Re: panic: mutex Giant not owned at /usr/src/sys/kern/tty_ttydisc.c:1127

From: Maksim Yevmenkin <maksim.yevmenkin_at_gmail.com>
Date: Fri, 23 Jan 2009 12:01:44 -0800
On Fri, Jan 23, 2009 at 11:29 AM, Hans Petter Selasky <hselasky_at_c2i.net> wrote:
> Hi Maksim,
>
> First of all I've made some patches which try to tidy up the USB blutooth
> driver. Please see:
>
> http://perforce.freebsd.org/chv.cgi?CH=156577
> http://perforce.freebsd.org/chv.cgi?CH=156579

thanks! unfortunately, i have few problems with those patches. please
read below.

>> that should not be needed (in theory) but i will add it.
>
> Yes! We are multithreaded!

please tell me that you read the blob about locking strategy at the
top of ng_ubt2.c file. when ubt_task() is pending, it holds a
reference to the netgraph node. that means the pointer is still
pointing to a valid structure, but the node is marked as "dead" and
NG_NODE[_NOT]_VALID() macros can be use to check for that. so, even if
task is still pending while the rest of ng_ubt2 stuff is gone, it does
not matter because task holds netgraph node. so the next time task is
executed it will see that the node is "dead", release the node and
simply return doing nothing.

>> > 2) You drain all USB transfers: "usb2_transfer_drain()" called unlocked.
>>
>> yes, usb2_transfer_unsetup() does that, does it not?
>
> That is correct, but sometimes you need to stop the transfers at an earlier
> point. It depends on your design.

when detach() is called its already out of driver's hands. all it can
do now is to call unsetup(), or am i missing something here?

> I see in your code that you try to do things Asynchronously. This complicates
> stuff quite a lot.

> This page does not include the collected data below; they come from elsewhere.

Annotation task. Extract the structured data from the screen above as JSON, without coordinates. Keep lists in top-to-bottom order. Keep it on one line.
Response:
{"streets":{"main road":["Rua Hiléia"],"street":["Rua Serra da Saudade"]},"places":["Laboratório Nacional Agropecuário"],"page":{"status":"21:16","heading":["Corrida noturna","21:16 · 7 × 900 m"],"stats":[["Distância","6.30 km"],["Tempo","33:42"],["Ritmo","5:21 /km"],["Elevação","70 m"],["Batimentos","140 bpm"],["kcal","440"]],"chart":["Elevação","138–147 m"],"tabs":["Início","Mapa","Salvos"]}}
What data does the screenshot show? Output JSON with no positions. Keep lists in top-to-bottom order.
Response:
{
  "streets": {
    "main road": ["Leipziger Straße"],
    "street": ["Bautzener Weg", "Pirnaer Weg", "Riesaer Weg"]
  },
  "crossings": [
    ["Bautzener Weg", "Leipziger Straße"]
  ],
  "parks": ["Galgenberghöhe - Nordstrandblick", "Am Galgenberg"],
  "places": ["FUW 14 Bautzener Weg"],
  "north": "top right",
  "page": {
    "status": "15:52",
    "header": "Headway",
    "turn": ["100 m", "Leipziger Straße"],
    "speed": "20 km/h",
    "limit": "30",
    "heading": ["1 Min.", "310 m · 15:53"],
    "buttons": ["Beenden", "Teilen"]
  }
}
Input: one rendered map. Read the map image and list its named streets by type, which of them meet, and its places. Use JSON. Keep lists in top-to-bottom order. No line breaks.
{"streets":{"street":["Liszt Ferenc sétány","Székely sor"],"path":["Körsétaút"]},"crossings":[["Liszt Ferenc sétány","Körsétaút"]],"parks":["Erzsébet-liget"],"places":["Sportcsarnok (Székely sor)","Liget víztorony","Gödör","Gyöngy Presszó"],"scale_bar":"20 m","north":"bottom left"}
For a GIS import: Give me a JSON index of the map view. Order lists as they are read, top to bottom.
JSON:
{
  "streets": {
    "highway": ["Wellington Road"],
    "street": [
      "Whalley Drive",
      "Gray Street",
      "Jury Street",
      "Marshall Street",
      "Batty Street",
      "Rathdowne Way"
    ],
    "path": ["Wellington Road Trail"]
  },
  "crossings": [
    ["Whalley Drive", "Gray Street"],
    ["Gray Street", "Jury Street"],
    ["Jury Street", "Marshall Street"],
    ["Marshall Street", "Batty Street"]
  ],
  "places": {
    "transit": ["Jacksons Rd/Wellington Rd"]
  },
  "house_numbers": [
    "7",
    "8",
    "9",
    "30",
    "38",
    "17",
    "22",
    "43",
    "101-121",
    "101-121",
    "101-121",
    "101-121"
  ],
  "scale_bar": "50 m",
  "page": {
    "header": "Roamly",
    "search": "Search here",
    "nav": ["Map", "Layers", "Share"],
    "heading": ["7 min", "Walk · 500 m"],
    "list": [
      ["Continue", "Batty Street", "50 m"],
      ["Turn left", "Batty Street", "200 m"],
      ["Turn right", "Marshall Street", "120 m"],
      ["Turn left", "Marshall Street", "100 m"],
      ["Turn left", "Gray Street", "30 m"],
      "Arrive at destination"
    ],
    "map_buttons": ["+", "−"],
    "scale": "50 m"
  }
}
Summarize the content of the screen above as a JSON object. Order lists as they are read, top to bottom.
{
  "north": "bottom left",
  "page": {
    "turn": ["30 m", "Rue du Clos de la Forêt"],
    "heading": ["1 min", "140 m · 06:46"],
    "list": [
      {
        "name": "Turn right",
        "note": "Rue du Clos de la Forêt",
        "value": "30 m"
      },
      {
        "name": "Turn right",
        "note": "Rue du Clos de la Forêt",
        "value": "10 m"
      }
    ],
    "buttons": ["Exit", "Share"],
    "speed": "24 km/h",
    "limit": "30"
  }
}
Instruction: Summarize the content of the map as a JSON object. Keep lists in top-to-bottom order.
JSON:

In my patches I've tried to do some things synchronously.

no, No, NO (sorry for shouting). we _CAN_NOT_ sleep in netgraph.
period. you _CAN_NOT_ grab usb interface mutexes unless you can
absolutely guarantee that they will not sleep for any significant
amount of time. netgraph is essentially single threaded and by
sleeping you will stall entire netgraph subsystem and not just current
thread.

so, objection #1 (the biggest one) is: please leave sc_mbufq_mtx and
ubt_task() glue in place. it is needed as far as i can tell.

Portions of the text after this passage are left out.